Data for this task>
┄┄┄┄┄┄

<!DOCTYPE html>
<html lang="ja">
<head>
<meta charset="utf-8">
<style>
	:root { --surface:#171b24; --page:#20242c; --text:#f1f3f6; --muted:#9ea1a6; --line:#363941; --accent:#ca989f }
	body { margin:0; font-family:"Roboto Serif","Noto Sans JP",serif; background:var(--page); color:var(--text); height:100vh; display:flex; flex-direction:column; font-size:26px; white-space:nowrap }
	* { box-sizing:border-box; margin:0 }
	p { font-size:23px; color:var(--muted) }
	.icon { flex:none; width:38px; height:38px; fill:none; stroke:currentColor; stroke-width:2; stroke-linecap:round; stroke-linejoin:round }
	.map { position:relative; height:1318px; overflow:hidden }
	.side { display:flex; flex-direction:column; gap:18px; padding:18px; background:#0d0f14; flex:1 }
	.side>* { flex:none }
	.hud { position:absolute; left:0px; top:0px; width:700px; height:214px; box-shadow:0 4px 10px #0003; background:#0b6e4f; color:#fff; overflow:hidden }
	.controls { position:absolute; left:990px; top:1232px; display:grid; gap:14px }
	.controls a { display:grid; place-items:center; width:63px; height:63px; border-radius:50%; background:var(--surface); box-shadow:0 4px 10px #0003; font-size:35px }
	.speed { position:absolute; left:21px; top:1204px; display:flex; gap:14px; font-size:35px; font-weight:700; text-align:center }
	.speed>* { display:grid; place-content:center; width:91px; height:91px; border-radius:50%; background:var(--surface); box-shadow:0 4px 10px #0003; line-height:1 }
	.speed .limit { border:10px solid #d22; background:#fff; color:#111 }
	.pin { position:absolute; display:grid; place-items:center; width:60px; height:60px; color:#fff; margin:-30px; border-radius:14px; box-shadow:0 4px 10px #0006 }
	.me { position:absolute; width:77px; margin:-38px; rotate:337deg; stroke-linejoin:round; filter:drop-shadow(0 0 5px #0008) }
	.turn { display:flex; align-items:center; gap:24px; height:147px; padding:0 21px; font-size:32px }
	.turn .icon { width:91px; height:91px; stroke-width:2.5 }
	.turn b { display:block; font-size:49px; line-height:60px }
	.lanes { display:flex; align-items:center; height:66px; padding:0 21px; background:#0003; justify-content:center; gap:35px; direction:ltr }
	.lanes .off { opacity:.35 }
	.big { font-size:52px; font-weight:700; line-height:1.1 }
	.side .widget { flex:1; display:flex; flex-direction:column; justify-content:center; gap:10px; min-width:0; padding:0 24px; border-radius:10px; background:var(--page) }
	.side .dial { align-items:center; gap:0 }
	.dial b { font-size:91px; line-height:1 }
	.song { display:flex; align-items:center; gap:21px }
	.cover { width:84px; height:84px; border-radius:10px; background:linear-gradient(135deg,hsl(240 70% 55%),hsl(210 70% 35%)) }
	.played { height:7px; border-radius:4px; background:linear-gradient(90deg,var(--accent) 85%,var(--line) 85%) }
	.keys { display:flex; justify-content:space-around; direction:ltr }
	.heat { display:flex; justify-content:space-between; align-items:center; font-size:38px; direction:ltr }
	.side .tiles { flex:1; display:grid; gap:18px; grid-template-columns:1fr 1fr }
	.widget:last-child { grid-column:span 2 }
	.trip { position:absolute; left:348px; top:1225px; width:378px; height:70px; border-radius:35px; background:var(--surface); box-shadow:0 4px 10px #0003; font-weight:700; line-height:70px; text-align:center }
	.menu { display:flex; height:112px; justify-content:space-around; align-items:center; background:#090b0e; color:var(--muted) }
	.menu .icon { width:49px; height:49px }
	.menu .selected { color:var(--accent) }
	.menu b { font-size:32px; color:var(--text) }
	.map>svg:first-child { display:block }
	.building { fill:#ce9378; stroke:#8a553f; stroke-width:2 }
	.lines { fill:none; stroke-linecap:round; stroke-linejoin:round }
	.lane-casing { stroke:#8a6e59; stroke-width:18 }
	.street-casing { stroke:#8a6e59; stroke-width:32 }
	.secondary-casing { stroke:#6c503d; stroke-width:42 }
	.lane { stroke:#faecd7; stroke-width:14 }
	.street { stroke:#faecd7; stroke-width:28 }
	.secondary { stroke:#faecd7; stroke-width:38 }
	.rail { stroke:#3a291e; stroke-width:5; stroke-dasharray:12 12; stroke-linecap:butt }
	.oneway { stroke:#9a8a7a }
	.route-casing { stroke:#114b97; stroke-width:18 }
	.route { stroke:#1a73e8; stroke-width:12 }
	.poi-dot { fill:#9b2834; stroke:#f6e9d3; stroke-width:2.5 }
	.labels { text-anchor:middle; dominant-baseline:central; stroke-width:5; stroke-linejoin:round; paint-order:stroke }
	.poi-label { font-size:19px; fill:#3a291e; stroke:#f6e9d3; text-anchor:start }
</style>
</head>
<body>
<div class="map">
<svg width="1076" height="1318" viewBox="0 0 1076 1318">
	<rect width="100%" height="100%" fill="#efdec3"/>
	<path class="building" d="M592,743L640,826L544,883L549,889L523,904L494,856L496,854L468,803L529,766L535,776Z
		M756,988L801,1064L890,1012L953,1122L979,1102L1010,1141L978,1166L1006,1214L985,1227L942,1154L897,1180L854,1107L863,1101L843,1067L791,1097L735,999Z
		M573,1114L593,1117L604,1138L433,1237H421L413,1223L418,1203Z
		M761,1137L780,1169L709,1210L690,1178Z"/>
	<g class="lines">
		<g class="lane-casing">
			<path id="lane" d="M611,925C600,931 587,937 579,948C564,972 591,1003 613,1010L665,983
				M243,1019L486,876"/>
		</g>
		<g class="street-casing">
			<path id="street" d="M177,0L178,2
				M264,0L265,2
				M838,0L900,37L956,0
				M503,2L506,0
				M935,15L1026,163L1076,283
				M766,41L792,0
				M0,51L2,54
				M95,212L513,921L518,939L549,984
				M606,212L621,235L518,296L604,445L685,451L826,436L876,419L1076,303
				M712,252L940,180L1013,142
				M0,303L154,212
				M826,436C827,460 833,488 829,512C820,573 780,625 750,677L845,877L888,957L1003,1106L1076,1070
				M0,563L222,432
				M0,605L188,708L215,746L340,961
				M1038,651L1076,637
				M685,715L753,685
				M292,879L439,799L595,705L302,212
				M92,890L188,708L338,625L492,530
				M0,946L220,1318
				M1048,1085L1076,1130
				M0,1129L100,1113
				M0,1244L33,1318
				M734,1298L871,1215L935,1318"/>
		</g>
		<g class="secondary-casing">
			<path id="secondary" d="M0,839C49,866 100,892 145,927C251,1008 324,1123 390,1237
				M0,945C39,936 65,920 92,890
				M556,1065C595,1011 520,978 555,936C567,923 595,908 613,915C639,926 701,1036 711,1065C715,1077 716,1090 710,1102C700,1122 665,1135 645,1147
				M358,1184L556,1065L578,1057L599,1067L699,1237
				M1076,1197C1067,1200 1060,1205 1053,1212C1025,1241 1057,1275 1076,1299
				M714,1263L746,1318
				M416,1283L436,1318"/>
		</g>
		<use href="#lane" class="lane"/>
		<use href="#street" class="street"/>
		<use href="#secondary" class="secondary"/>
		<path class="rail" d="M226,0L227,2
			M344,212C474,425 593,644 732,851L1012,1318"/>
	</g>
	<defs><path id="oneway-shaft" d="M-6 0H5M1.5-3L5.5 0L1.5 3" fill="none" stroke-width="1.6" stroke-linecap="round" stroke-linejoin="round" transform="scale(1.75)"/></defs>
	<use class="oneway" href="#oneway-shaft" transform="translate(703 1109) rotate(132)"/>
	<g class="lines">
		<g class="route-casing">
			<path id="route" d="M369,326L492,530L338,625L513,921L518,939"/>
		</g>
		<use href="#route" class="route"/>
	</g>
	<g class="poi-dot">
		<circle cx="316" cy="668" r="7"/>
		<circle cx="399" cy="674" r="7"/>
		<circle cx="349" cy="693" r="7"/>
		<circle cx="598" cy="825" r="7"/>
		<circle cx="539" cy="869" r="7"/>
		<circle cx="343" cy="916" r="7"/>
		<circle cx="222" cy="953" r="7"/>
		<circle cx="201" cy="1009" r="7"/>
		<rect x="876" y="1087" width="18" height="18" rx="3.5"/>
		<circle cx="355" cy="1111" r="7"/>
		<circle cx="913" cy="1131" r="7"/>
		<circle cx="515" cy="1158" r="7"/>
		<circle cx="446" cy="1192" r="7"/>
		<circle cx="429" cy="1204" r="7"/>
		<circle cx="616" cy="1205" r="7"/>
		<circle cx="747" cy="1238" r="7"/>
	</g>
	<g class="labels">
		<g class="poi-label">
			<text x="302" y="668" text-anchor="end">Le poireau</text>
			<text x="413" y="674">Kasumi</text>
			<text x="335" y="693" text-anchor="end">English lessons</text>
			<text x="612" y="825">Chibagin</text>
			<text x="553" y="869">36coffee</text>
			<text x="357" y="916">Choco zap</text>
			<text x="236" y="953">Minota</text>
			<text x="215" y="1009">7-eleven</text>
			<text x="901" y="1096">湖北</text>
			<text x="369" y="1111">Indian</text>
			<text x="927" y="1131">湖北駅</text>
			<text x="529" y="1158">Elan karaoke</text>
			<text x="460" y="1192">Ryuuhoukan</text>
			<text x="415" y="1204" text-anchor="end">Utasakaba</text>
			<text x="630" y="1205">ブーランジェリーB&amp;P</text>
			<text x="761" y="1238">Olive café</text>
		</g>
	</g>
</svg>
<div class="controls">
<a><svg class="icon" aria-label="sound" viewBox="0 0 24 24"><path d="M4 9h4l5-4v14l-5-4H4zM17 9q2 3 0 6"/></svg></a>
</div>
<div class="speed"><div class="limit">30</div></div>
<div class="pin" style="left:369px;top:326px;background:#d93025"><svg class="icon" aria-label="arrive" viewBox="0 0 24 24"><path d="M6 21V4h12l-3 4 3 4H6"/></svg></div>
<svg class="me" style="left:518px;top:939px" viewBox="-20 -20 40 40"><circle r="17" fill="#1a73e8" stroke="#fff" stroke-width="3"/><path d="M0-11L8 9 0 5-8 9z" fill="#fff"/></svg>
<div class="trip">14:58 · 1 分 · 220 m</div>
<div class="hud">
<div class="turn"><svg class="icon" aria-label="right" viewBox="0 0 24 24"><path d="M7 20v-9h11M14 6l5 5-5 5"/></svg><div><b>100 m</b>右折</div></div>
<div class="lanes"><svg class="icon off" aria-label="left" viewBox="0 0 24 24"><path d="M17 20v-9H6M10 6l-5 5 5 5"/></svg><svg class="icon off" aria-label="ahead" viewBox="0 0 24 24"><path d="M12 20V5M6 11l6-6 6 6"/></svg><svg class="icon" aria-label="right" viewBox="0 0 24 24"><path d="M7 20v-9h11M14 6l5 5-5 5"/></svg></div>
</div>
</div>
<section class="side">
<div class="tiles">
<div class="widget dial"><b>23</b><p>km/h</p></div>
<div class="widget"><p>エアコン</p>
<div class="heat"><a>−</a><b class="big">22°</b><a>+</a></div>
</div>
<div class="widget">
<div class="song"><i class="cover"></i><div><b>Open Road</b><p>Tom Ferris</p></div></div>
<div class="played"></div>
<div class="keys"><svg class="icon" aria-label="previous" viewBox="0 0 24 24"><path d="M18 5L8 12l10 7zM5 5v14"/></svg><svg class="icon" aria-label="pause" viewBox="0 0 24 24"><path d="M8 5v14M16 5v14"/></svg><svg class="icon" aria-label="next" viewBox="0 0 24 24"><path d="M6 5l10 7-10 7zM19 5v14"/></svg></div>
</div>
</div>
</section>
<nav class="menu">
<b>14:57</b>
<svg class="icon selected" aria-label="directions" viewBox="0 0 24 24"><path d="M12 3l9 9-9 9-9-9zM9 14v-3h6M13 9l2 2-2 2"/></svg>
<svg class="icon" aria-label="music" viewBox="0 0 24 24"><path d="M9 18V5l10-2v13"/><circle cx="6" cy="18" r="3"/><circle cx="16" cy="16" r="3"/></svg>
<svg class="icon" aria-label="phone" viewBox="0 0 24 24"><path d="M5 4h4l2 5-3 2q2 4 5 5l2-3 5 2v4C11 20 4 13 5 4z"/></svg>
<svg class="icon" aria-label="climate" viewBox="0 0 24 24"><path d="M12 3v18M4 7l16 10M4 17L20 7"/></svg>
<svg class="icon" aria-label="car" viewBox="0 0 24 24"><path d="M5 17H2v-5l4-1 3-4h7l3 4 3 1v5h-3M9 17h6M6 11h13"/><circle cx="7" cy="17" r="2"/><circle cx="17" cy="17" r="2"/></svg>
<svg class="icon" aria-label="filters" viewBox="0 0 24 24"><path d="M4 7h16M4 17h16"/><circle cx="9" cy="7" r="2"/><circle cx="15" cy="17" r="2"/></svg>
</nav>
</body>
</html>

┄┄┄┄┄┄

Task directions> All that is wanted is the run of lines from the start of the data through the line containing "background:var(--page); color:var(--text); height:100vh;", copied word for word.

Solution to this task>
<!DOCTYPE html>
<html lang="ja">
<head>
<meta charset="utf-8">
<style>
	:root { --surface:#171b24; --page:#20242c; --text:#f1f3f6; --muted:#9ea1a6; --line:#363941; --accent:#ca989f }
	body { margin:0; font-family:"Roboto Serif","Noto Sans JP",serif; background:var(--page); color:var(--text); height:100vh; display:flex; flex-direction:column; font-size:26px; white-space:nowrap }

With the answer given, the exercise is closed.